We are all inevitably touched by regret at some point in our lives. When we feel a sense of regret our sensibilities are imbued with sadness and disappointment that is often accompanied by an irredeemable sense of loss. If we feel at fault in some way, our regret is worsened by the distress of guilt and remorse. When our regret becomes deep and intense, we may become mired in grief and bereavement. The presence of regret creates instability in body, mind, and spirit. Due to the fact that it has the potential to hijack our quality of life, it is essential that we consciously transform our feelings of regret into something meaningful.

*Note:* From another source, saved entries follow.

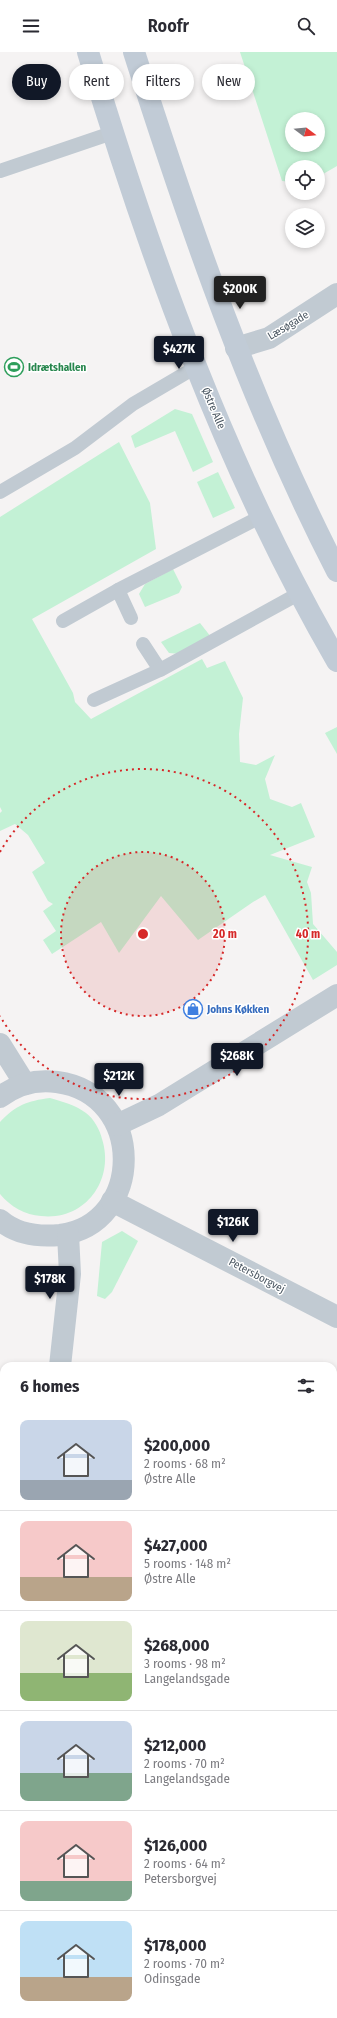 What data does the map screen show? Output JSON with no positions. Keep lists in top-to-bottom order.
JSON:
{
  "streets": {
    "street": ["Læsøgade", "Østre Alle", "Petersborgvej"]
  },
  "places": {
    "sports": ["Idrætshallen"],
    "shop": ["Johns Køkken"]
  },
  "north": "right",
  "page": {
    "header": "Roofr",
    "chip": [
      "Buy",
      "Rent",
      "Filters",
      "New"
    ],
    "price": [
      "$200K",
      "$427K",
      "$268K",
      "$212K",
      "$126K",
      "$178K"
    ],
    "heading": "6 homes",
    "list": [
      {
        "name": "$200,000",
        "note": "2 rooms · 68 m² · Østre Alle"
      },
      {
        "name": "$427,000",
        "note": "5 rooms · 148 m² · Østre Alle"
      },
      {
        "name": "$268,000",
        "note": "3 rooms · 98 m² · Langelandsgade"
      },
      {
        "name": "$212,000",
        "note": "2 rooms · 70 m² · Langelandsgade"
      },
      {
        "name": "$126,000",
        "note": "2 rooms · 64 m² · Petersborgvej"
      },
      {
        "name": "$178,000",
        "note": "2 rooms · 70 m² · Odinsgade"
      }
    ]
  },
  "rings": ["20 m", "40 m"]
} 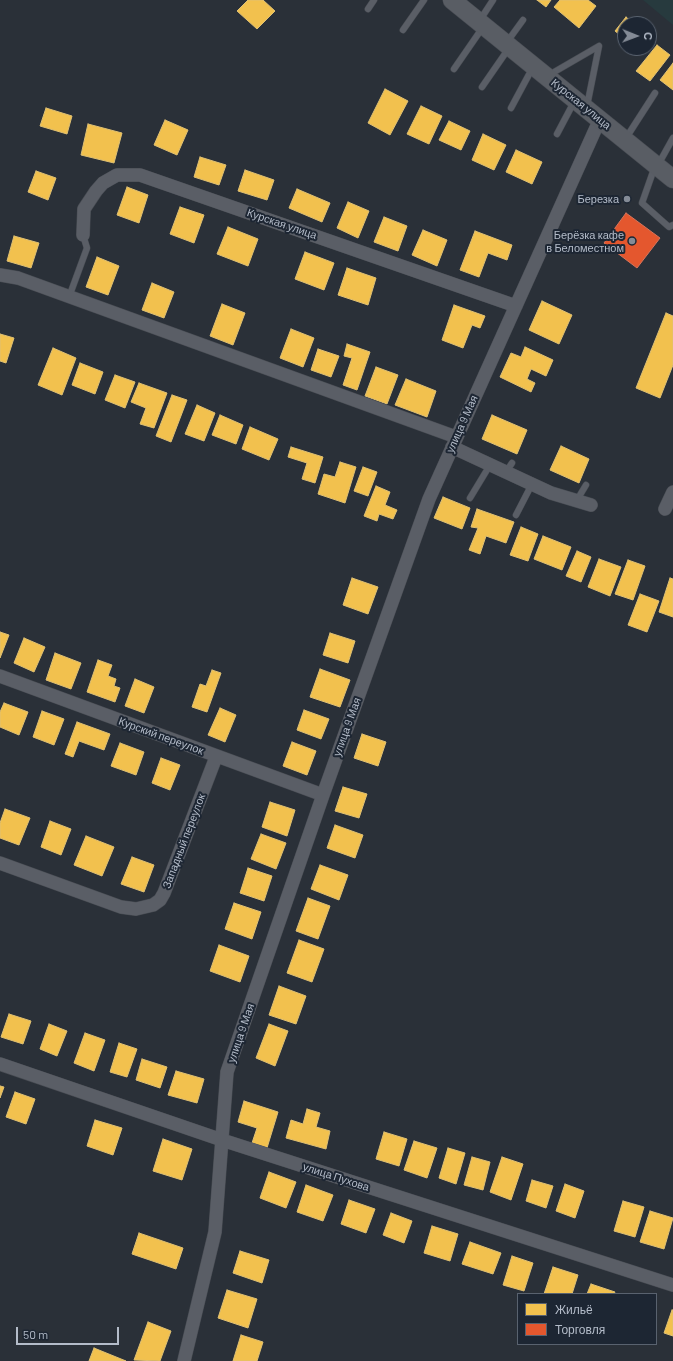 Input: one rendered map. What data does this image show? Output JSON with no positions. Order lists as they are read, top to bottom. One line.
{"streets":{"street":["Курская улица","улица 9 Мая","Курский переулок","Западный переулок","улица Пухова"]},"crossings":[["Курская улица","улица 9 Мая"],["улица 9 Мая","Курский переулок"],["улица 9 Мая","улица Пухова"],["Курский переулок","Западный переулок"]],"places":["Березка","Берёзка кафе в Беломестном"],"legend":["Жильё","Торговля"],"scale_bar":"50 m","north":"right"}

As we become older the feeling of time changes; aging means that our time left in life is constantly contracting while our past continues to expand. A critical point in our life emerges when the course of normal aging requires us to confront our own impermanence, transience, and mortality. Regret may intensify and become more disturbing during the second half of life when we feel as though we have failed to embrace life authentically, and critical aspects of our lives continue to remain unlived. However, regret also helps us to learn the things that matter the most in life, and it is important to embrace our regret with a sense of artistry in order to become intimate with its hidden message.
The Regrets of the Dying
Death is one of our most trusted mentors. Regret is, perhaps, never more potent than when it is expressed by someone who is dying and no longer has enough time left to change their circumstances. Bronnie Ware offers compelling insight into the nature of regret in her book The Top Five Regrets of the Dying. She also offers a summary of the top five regrets in an article entitled Regrets of the Dying that has received over three million views at the time of writing this article.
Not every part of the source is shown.